▶ **ASSIGNMENT**: Only lines with the string "background" matter here; gather them from the material below.

# # #

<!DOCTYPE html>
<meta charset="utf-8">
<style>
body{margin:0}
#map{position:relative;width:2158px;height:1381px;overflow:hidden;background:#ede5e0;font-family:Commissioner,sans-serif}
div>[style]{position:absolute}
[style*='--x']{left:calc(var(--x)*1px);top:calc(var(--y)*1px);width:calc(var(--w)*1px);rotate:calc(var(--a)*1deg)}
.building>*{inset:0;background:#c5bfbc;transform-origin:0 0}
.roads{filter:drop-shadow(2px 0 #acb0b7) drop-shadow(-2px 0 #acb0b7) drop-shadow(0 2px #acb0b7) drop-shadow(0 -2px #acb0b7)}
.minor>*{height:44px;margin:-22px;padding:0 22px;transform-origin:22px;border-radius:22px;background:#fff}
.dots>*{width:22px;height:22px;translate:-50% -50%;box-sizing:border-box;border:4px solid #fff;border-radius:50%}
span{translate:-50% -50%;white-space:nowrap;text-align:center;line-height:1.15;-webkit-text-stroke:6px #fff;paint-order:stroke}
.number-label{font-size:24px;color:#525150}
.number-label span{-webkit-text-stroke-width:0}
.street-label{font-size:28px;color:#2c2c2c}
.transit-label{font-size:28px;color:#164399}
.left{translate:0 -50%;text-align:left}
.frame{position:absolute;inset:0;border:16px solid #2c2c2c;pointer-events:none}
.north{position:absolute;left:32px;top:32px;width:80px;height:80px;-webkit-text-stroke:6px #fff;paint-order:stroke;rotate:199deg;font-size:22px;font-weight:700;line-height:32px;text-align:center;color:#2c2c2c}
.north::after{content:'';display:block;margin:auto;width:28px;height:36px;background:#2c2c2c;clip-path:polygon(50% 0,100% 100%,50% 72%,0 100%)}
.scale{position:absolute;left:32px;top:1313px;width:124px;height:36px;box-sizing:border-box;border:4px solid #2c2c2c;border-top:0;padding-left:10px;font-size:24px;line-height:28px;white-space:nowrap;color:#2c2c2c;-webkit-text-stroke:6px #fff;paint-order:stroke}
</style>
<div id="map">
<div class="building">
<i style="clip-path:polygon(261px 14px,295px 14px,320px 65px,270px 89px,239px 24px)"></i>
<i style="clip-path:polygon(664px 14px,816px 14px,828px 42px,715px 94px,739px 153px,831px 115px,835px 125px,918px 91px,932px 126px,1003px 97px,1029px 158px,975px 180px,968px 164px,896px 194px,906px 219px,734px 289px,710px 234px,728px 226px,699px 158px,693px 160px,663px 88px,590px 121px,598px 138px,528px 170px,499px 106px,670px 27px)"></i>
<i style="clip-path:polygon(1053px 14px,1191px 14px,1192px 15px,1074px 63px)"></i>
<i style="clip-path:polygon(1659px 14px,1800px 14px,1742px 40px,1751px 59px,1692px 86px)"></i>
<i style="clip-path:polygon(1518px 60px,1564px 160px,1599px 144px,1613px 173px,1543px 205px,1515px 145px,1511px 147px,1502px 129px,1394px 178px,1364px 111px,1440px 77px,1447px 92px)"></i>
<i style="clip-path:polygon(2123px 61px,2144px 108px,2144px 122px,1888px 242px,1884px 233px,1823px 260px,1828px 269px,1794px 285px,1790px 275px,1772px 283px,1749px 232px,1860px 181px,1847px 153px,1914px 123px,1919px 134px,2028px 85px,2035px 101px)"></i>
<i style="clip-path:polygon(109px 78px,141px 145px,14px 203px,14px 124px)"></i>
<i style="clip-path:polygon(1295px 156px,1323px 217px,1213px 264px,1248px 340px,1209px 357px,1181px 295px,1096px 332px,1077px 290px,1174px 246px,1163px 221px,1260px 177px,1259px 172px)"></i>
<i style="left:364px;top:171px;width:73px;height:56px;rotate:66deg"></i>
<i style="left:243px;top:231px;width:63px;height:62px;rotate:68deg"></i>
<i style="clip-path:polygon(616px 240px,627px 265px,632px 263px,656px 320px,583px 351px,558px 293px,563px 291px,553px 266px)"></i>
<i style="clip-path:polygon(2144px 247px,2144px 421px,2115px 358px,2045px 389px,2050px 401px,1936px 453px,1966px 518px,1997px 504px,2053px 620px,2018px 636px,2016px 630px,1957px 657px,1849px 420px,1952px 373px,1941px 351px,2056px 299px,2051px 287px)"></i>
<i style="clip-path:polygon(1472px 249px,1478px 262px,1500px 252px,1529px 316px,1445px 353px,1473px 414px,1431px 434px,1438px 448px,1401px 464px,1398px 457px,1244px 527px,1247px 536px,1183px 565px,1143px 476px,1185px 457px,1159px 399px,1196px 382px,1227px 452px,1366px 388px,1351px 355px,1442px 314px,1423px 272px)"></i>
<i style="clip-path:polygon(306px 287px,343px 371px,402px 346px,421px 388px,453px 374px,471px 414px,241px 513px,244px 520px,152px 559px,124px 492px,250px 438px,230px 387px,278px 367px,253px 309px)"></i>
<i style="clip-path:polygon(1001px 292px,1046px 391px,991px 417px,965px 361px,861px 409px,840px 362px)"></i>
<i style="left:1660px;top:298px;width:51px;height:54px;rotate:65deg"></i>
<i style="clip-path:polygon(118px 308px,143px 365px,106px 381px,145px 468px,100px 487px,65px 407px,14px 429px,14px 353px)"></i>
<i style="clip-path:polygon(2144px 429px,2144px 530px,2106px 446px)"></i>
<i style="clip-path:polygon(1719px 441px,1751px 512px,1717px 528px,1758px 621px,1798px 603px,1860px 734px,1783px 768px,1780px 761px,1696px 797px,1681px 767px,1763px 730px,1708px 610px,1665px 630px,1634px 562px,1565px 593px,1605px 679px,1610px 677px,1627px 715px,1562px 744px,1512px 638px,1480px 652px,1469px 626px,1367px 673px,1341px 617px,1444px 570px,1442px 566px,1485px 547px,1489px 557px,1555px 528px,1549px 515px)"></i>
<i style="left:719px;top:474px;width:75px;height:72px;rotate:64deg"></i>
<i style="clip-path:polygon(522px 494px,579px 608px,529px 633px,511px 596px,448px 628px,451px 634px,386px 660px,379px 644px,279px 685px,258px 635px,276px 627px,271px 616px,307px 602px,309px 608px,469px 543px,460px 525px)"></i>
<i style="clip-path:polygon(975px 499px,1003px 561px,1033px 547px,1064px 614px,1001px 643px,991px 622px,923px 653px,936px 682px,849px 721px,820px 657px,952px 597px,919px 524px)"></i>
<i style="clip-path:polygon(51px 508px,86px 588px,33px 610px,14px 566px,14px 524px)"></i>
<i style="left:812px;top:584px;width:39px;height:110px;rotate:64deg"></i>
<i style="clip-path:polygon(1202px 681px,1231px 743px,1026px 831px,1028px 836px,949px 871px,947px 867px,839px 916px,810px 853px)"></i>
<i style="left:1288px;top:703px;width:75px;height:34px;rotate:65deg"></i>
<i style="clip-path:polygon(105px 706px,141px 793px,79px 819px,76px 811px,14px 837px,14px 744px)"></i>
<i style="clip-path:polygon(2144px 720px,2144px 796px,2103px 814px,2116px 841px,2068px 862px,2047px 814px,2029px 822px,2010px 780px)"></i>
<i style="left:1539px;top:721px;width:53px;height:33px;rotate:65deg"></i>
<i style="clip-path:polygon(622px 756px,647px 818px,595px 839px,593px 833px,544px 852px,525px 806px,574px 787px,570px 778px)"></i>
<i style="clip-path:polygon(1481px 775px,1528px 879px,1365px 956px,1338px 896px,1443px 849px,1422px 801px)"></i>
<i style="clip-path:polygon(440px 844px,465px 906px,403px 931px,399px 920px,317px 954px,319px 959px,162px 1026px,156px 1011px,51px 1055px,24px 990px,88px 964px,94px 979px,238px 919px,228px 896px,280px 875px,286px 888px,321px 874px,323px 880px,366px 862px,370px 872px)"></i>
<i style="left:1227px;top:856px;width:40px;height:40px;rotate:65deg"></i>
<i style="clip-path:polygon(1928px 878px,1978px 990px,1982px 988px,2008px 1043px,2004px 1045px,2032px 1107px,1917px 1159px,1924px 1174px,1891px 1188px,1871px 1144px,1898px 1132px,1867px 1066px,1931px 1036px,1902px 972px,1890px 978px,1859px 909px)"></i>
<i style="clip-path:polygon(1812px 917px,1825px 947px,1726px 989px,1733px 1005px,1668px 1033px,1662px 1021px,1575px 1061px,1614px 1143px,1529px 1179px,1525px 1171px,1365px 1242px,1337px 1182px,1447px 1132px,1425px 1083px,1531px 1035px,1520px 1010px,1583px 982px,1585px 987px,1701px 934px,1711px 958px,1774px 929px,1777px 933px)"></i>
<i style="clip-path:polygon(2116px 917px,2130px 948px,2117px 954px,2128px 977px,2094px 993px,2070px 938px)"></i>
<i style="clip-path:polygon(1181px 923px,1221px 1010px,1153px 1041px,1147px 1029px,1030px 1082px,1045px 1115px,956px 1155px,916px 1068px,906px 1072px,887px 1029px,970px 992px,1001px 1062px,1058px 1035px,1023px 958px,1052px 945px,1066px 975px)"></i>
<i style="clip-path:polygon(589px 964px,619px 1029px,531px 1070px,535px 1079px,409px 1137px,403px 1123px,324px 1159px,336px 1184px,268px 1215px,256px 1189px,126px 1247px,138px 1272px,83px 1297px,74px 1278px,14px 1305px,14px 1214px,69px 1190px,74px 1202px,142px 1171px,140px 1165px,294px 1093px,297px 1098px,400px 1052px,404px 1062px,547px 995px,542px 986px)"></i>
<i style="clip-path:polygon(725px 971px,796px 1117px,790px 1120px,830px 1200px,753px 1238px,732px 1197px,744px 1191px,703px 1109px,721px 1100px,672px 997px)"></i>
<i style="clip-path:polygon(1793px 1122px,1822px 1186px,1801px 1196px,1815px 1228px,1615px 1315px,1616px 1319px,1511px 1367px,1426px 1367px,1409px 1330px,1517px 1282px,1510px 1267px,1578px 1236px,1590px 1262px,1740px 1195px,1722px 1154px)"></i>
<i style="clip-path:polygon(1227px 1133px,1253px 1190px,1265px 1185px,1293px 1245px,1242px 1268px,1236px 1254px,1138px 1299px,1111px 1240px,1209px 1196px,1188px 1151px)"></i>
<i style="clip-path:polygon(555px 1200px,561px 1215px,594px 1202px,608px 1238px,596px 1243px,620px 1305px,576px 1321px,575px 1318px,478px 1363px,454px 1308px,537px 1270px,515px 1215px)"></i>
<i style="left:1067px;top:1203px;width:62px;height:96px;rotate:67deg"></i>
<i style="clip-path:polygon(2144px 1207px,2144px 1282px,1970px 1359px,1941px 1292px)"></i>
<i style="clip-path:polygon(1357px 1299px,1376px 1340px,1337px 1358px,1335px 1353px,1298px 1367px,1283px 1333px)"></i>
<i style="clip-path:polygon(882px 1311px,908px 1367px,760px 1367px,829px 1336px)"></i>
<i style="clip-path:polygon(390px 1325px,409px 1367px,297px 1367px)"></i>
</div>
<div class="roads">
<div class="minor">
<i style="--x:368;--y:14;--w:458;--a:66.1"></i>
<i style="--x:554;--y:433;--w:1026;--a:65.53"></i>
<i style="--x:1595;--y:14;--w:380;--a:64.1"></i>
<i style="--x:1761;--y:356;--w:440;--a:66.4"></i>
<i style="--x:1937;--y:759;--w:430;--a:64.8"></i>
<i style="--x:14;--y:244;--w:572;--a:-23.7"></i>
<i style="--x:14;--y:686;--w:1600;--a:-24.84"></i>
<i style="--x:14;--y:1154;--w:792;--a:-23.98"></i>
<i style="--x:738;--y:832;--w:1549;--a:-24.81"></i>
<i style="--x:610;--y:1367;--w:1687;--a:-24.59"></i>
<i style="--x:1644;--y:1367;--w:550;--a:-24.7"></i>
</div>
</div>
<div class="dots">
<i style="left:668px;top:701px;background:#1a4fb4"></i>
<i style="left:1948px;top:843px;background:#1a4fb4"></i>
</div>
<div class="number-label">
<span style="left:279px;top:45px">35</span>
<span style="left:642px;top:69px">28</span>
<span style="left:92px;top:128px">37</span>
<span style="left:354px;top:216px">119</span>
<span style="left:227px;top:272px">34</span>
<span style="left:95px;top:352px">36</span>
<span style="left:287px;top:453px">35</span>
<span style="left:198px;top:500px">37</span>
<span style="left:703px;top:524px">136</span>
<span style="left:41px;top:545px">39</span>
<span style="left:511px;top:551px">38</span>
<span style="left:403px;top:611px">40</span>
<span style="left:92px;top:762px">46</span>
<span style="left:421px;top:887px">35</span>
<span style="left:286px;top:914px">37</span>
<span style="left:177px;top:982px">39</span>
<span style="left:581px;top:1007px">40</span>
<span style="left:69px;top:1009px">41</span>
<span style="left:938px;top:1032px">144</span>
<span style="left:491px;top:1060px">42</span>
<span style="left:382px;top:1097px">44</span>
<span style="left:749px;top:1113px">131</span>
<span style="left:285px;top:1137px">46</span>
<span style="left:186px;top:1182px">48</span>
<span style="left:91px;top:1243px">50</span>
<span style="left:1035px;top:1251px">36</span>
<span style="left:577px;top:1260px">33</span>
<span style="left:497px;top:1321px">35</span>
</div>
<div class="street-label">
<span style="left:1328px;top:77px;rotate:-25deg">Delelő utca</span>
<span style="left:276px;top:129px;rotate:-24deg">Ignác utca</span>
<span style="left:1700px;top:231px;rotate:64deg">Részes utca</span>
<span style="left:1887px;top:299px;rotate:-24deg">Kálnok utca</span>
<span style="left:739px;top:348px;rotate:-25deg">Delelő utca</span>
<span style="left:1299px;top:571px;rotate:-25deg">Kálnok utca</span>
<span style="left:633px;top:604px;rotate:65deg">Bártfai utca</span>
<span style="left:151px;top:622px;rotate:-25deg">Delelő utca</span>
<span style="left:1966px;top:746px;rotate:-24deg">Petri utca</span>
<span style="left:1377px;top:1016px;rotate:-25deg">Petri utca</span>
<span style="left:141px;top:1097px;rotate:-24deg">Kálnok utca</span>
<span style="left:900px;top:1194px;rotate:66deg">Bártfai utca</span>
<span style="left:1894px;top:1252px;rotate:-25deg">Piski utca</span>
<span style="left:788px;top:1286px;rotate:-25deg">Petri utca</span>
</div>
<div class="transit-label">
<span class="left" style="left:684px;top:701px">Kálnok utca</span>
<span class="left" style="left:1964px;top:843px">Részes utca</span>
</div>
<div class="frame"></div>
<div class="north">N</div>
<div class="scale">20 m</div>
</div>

# # #

▶ **TASK RESPONSE**:
#map{position:relative;width:2158px;height:1381px;overflow:hidden;background:#ede5e0;font-family:Commissioner,sans-serif}
.building>*{inset:0;background:#c5bfbc;transform-origin:0 0}
.minor>*{height:44px;margin:-22px;padding:0 22px;transform-origin:22px;border-radius:22px;background:#fff}
.north::after{content:'';display:block;margin:auto;width:28px;height:36px;background:#2c2c2c;clip-path:polygon(50% 0,100% 100%,50% 72%,0 100%)}
<i style="left:668px;top:701px;background:#1a4fb4"></i>
<i style="left:1948px;top:843px;background:#1a4fb4"></i>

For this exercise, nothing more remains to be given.